In terms of choosing a prosthetic with a larger EOA, some valve designs have larger EOA values for the same size of valve. This is demonstrated in Table 2 and Table 3 above, which show that for the same label size, a Carpentier–Edwards Perimount Magna has a larger EOA than a Medtronic Hancock II prosthesis. Additionally, newer-generation prosthetic valves are being produced, which have larger EOAs with the same external diameter. Stentless valves such as the Corcym Perceval valves also have larger EOAs [21], as do TAVR prostheses. Sutureless aortic valves [22] and TAVR valves [23] both offer larger EOAs due to the lack of a sewing ring [24]. Certainly, TAVR appears to confer advantages over SAVR in terms of a reduced incidence of PPM. Studies show that in TAVR, the incidence of moderate PPM is around 6–46%, and for severe PPM the incidence ranges from 0 to 15% [25]. A meta-analysis demonstrated a 77% relative risk reduction in TAVR patients of developing PPM [26], and a recent analysis of the PARTNER 2 trial data showed that there was a decreased incidence of PPM in the TAVR group (9.3%) vs. the SAVR group (27.9%) [9]. TAVR valves were advantageous in terms of having reduced transvalvular gradients, greater EOAs and reduced risk of PPM compared to SAVR [25]. However, newer-generation TAVR devices seem to have diminished advantages (i.e., higher rates of PPM) due to a reduction in EOA on account of external skirts designed to mitigate paravalvular leak [27]. Therefore, a variety of patient- and operation-related factors must be considered on a case-by-case basis and after undertaking a heart team multidisciplinary discussion before counselling patients and obtaining informed consent to proceed with an aortic root enlargement.

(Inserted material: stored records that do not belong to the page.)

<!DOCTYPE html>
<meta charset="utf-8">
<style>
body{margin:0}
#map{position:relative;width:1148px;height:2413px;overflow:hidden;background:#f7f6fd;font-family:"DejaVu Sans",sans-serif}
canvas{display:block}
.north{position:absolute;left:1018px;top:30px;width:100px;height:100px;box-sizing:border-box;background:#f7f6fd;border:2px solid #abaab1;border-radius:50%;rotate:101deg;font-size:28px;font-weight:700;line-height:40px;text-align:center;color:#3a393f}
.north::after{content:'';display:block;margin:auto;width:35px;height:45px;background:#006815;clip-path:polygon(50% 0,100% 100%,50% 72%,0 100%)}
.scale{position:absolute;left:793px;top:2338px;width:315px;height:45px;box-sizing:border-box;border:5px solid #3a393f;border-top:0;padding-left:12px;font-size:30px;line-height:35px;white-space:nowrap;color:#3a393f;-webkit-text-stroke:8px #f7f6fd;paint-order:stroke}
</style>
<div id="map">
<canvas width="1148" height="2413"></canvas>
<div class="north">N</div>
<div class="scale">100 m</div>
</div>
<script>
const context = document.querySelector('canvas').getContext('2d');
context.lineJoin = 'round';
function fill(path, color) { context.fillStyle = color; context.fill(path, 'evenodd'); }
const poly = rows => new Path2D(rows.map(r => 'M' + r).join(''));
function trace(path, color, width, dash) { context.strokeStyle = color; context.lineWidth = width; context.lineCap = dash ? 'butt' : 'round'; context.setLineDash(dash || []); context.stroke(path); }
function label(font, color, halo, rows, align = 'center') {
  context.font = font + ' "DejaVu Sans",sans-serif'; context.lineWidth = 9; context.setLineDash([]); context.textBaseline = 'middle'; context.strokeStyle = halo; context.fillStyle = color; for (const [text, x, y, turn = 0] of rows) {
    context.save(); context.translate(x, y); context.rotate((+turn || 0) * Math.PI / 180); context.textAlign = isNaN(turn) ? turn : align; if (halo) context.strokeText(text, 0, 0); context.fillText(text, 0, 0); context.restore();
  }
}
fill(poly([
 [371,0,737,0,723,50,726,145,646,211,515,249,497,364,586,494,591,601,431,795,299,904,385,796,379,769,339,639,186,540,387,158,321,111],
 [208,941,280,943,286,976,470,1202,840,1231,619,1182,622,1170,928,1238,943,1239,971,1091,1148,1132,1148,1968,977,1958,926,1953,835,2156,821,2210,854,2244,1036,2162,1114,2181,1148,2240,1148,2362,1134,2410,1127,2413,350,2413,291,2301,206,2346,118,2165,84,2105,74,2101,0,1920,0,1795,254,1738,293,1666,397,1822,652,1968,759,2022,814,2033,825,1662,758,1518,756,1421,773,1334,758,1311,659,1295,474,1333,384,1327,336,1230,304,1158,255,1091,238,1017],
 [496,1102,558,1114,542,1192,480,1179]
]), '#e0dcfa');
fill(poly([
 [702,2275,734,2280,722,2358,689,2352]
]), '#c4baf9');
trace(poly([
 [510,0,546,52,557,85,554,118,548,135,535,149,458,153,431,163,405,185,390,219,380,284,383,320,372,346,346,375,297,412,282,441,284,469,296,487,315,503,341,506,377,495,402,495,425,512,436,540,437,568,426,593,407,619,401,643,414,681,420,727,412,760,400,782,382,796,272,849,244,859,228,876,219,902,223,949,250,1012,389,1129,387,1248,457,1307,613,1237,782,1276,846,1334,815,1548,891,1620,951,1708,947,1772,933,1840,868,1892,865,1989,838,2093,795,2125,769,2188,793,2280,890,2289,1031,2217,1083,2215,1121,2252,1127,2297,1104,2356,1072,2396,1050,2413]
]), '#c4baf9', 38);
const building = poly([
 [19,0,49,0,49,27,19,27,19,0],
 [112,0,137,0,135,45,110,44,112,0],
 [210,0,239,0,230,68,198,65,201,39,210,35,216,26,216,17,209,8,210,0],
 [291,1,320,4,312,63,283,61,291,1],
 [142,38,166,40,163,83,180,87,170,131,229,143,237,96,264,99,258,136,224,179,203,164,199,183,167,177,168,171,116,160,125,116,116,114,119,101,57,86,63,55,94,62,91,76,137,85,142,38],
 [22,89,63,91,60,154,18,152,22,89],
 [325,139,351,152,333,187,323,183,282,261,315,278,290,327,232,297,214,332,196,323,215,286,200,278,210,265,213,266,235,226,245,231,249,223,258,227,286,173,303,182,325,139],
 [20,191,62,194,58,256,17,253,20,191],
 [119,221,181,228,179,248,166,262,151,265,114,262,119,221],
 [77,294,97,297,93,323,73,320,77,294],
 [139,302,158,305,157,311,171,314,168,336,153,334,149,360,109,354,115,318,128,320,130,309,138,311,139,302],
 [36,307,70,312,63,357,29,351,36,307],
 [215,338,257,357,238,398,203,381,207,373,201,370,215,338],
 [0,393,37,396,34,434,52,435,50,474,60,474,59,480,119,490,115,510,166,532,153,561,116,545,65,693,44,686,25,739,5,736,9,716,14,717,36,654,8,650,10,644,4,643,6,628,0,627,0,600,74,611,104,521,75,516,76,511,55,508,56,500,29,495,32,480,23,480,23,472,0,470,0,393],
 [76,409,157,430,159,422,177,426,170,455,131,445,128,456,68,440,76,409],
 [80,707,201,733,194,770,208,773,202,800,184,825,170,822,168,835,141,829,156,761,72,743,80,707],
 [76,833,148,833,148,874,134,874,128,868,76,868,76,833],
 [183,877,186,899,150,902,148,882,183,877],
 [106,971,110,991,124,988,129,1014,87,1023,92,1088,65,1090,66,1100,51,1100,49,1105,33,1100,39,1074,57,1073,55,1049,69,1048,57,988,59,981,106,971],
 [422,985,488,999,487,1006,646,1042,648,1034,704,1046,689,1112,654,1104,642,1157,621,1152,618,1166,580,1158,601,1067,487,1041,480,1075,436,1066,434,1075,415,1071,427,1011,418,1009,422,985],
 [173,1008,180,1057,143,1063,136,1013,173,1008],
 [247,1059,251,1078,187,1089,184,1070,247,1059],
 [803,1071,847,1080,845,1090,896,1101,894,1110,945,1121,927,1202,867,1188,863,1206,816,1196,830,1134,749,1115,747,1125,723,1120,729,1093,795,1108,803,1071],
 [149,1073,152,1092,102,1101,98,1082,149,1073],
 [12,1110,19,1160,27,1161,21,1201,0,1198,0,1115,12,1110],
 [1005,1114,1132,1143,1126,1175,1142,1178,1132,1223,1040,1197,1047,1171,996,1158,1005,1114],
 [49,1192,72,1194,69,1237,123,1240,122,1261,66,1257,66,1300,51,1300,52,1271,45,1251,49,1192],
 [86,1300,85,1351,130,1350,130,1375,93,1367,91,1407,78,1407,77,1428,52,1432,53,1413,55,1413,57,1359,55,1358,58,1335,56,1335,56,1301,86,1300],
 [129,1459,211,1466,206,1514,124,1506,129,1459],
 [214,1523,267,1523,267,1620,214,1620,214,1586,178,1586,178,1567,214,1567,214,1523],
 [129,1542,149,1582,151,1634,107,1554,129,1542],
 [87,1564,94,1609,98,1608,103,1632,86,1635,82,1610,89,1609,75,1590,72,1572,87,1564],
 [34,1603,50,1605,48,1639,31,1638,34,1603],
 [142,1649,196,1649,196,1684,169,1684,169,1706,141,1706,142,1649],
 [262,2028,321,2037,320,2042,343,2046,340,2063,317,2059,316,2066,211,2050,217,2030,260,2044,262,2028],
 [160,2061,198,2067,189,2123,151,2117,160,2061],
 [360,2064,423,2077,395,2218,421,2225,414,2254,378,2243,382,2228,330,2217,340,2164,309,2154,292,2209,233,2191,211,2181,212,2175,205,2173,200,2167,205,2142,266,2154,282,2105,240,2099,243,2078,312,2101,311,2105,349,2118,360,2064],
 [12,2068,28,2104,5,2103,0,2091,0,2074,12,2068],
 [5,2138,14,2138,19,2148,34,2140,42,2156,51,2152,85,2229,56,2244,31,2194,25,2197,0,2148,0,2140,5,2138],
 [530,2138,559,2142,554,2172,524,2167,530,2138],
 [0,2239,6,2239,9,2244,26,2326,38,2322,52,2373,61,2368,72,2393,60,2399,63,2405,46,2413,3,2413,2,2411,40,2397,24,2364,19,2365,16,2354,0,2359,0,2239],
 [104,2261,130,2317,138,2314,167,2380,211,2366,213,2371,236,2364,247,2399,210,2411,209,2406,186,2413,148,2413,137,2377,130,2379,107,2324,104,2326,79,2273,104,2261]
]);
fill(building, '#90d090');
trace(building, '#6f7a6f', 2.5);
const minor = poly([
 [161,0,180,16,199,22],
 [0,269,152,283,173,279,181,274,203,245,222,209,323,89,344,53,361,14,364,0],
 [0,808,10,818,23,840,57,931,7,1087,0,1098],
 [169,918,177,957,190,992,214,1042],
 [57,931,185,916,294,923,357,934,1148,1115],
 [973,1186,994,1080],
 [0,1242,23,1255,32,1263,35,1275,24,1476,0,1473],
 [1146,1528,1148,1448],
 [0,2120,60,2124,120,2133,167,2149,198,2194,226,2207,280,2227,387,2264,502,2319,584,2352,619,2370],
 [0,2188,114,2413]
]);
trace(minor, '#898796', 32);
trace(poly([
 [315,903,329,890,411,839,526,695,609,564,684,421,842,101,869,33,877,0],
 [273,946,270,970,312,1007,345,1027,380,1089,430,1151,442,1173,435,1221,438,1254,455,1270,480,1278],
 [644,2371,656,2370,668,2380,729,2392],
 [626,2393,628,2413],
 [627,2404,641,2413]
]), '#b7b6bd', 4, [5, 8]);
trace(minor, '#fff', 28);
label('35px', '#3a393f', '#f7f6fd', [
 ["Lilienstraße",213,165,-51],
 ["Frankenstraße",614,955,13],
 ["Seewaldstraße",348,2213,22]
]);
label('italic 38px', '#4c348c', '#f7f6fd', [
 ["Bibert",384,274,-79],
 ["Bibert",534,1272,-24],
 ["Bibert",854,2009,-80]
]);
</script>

Indications for aortic root enlargement are risk of postoperative PPM, as defined above. Severe PPM would be a strong indication, with moderate PPM being a more controversial indication due to the conflicting evidence relating to its impact on clinical outcomes, with some studies suggesting a negligible effect of moderate PPM on morbidity and mortality [13]. Certainly, some authors urge caution with being too aggressive in prospectively avoiding PPM, as the operative risk of a root enlargement will outweigh the benefit in treating a moderate PPM [4]. Some patient-related factors will also influence this decision. For example, patients with a poor LVEF will be at high risk of early mortality if there is PPM post-AVR [18]. Demographic factors are also important. Sa et al. discuss this from a global health perspective in their recent meta-analysis [5]: in developed countries, a common scenario is deciding to implant a small, 21 mm prosthesis in a short, obese, frail elderly female patient with calcific aortic stenosis and a low functional baseline. A degree of PPM would be acceptable in this case [5]. In a developing country, a possible scenario would be having to replace rheumatic aortic valves in younger, more active patients wherein avoiding PPM would be a higher priority [5]. A further dimension to consider is that patients in developed countries will be implanted with newer prosthetics with better hemodynamic profiles [5]. Finally, the choice of a mechanical versus bioprosthetic valve should also be considered. Although calcific aortic stenosis predominantly affects older patients, younger patients with diseases such as bicuspid aortic valves are suitable candidates for mechanical valve prostheses, which, due to their construction, tend to have larger EOAs and better hemodynamic performance compared to similarly sized bioprosthetic valves [6][28][6,28].